**WHAT THE TASK REQUIRES**
Could you return the data that follows exactly, minus the images?

*** Opening of DATA SHOWN ***

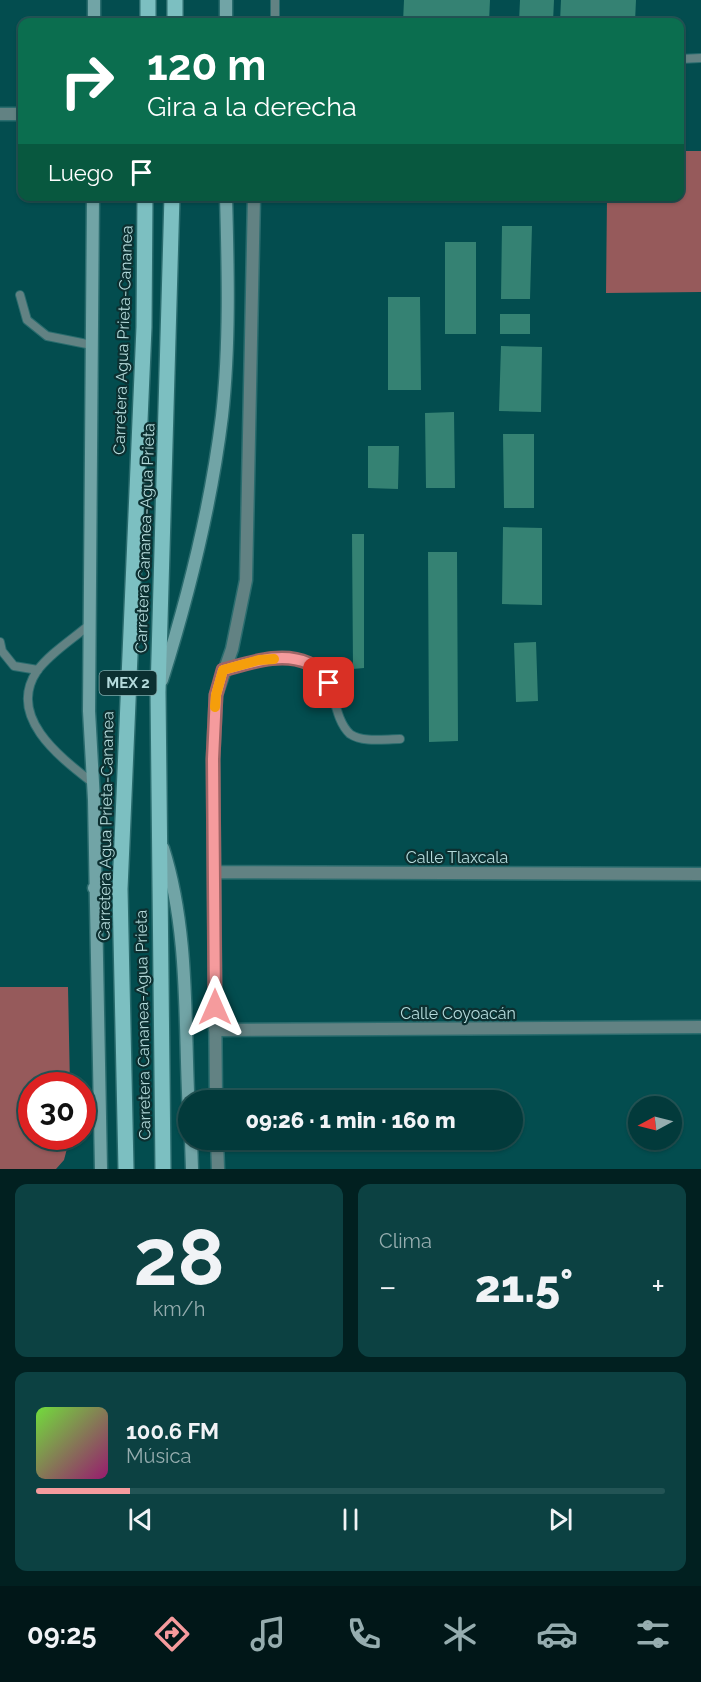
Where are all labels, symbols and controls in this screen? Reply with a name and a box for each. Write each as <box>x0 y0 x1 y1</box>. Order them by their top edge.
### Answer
text: 120 m <box>147 41 266 90</box>
icon: right <box>48 42 126 120</box>
text: Gira a la derecha <box>147 91 357 122</box>
icon: arrive <box>125 156 158 189</box>
text: Luego <box>48 160 113 186</box>
street label: Carretera Agua Prieta-Cananea <box>109 225 137 455</box>
street label: Carretera Cananea-Agua Prieta <box>131 423 159 653</box>
pin <box>303 657 354 708</box>
icon: arrive <box>312 666 345 699</box>
road number: MEX 2 <box>100 671 156 695</box>
street label: Carretera Agua Prieta-Cananea <box>94 711 118 941</box>
street label: Calle Tlaxcala <box>406 848 508 867</box>
street label: Carretera Cananea-Agua Prieta <box>131 910 155 1140</box>
position arrow <box>183 975 247 1039</box>
street label: Calle Coyoacán <box>400 1004 516 1023</box>
speed limit sign: 30 <box>18 1072 96 1150</box>
north arrow <box>628 1096 682 1150</box>
map controls <box>628 1096 682 1150</box>
text: 09:26 · 1 min · 160 m <box>245 1107 456 1133</box>
text: 28 <box>133 1212 225 1303</box>
text: Clima <box>379 1229 432 1253</box>
text: 21.5° <box>475 1260 573 1313</box>
text: − <box>379 1267 397 1306</box>
text: + <box>651 1267 665 1306</box>
text: km/h <box>153 1297 205 1321</box>
text: 100.6 FM <box>126 1418 219 1444</box>
text: Música <box>126 1444 191 1468</box>
icon: previous <box>124 1503 157 1536</box>
icon: pause <box>334 1503 367 1536</box>
icon: next <box>544 1503 577 1536</box>
icon: directions <box>151 1613 193 1655</box>
icon: music <box>247 1613 289 1655</box>
icon: phone <box>343 1613 385 1655</box>
icon: climate <box>439 1613 481 1655</box>
icon: car <box>536 1613 578 1655</box>
icon: filters <box>632 1613 674 1655</box>
text: 09:25 <box>27 1619 96 1650</box>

*** Close of DATA SHOWN ***

**ANSWER FOR THE TASK**
Where are all labels, symbols and controls in this screen? Reply with a name and a box for each. Write each as <box>x0 y0 x1 y1</box>. Order them by their top edge.
### Answer
text: 120 m <box>147 41 266 90</box>
icon: right <box>48 42 126 120</box>
text: Gira a la derecha <box>147 91 357 122</box>
icon: arrive <box>125 156 158 189</box>
text: Luego <box>48 160 113 186</box>
street label: Carretera Agua Prieta-Cananea <box>109 225 137 455</box>
street label: Carretera Cananea-Agua Prieta <box>131 423 159 653</box>
pin <box>303 657 354 708</box>
icon: arrive <box>312 666 345 699</box>
road number: MEX 2 <box>100 671 156 695</box>
street label: Carretera Agua Prieta-Cananea <box>94 711 118 941</box>
street label: Calle Tlaxcala <box>406 848 508 867</box>
street label: Carretera Cananea-Agua Prieta <box>131 910 155 1140</box>
position arrow <box>183 975 247 1039</box>
street label: Calle Coyoacán <box>400 1004 516 1023</box>
speed limit sign: 30 <box>18 1072 96 1150</box>
north arrow <box>628 1096 682 1150</box>
map controls <box>628 1096 682 1150</box>
text: 09:26 · 1 min · 160 m <box>245 1107 456 1133</box>
text: 28 <box>133 1212 225 1303</box>
text: Clima <box>379 1229 432 1253</box>
text: 21.5° <box>475 1260 573 1313</box>
text: − <box>379 1267 397 1306</box>
text: + <box>651 1267 665 1306</box>
text: km/h <box>153 1297 205 1321</box>
text: 100.6 FM <box>126 1418 219 1444</box>
text: Música <box>126 1444 191 1468</box>
icon: previous <box>124 1503 157 1536</box>
icon: pause <box>334 1503 367 1536</box>
icon: next <box>544 1503 577 1536</box>
icon: directions <box>151 1613 193 1655</box>
icon: music <box>247 1613 289 1655</box>
icon: phone <box>343 1613 385 1655</box>
icon: climate <box>439 1613 481 1655</box>
icon: car <box>536 1613 578 1655</box>
icon: filters <box>632 1613 674 1655</box>
text: 09:25 <box>27 1619 96 1650</box>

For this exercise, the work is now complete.